The jets’ arrival expands the Ukrainian air force’s deep strike capability at a critical moment. With outgunned Ukrainian brigades struggling to hold the line in eastern Ukraine, the air force is playing a key supporting role—targeting Russian command posts in order to disrupt front-line coordination and give Ukraine’s outnumbered ground troops a fighting chance.
French Pres. Emmanuel Macron pledged surplus French air force Mirage 2000-5s to Ukraine back in June. Ukrainian pilots and ground crews traveled to France for a crash training program. Eight months later, the first three Mirage 2000s and their pilots and maintainers were ready for action. “They will now participate in defending Ukraine’s skies,” French Defense Minister Sébastien Lecornu stated.
The Mirages will join a growing fleet of ex-European Lockheed Martin F-16s in revamping the battered Ukrainian air force, which has mostly made do with the same few hundred ex-Soviet warplanes it had in service or in storage before Russia widened its war on Ukraine three years ago.
The air force has lost around 100 of these older jets to Russian missiles; 85 F-16s and potentially a dozen or more Mirage 2000s will complement the surviving Soviet models as the war grinds into its fourth year.

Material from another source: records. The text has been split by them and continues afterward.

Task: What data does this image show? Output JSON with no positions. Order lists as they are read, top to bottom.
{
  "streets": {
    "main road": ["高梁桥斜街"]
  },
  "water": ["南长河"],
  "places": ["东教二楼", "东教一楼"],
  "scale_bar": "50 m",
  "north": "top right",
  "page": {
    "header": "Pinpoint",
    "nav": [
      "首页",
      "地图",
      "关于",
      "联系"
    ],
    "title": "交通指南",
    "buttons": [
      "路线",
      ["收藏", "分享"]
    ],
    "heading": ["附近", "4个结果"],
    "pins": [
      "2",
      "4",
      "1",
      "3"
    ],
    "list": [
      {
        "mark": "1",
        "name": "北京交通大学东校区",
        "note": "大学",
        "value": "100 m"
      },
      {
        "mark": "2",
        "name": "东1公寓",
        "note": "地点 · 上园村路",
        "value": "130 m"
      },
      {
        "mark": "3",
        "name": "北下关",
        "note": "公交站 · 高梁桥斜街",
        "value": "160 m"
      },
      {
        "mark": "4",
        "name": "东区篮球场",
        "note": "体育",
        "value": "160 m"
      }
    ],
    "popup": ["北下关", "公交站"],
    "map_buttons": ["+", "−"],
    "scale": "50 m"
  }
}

The dozen or so ex-Danish and ex-Dutch F-16s that have arrived so far, minus one former Danish jet that crashed last year, have been flying air-defense missions targeting Russian drones and cruise missiles bombarding Ukrainian cities.
The Mirages may fly ground-attack missions. According to La Tribune, the French tweaked the air-defense Mirage 2000-5s not only to carry SCALP-EGs, but also to haul the Hammer glide-bombs Ukraine gets from France.
The SCALP-EGs are critical. Ranging as far as 155 miles with bunker-busting tandem warheads, the 2,900-pound missiles can hit Russian regiments where they’re most vulnerable: their headquarters.
In the months before launching their recent counteroffensive in Kursk, the Ukrainians went to great pains to find and strike the command posts of the Russian 810th Naval Infantry Brigade. It’s no coincidence that, when they attacked on the southeastern edge of their 250-square-mile salient in Kursk last week, the Ukrainian focused their troops and firepower in the same sector held by the beleaguered and befuddled marine brigade.
The Mirages will only be as useful as their best munitions are plentiful. It’s unclear how many SCALP-EGs Ukraine has gotten from France and Italy. Perhaps as few as 100. It’s also unclear how many of the missiles Ukraine has left after years of hard fighting.
The French are trying to send more. Paris allocated $2 billion for munitions production this year, including a fresh batch of SCALP-EGs, many of which could wind up in Ukraine. “Yes, we continue to provide SCALP missiles,” said Gael Aller, France’s ambassador to Ukraine. “We don’t have so many of them, and we have to buy more, so it takes some time.”
Ukraine is developing its own new deep-strike munitions. And while they’re initially being tested on old Soviet jets including Sukhoi Su-24 bombers, it’s possible they could eventually arm the Mirage 2000s, too—keeping the jets in action even when stocks of SCALP-EGs run low or run out.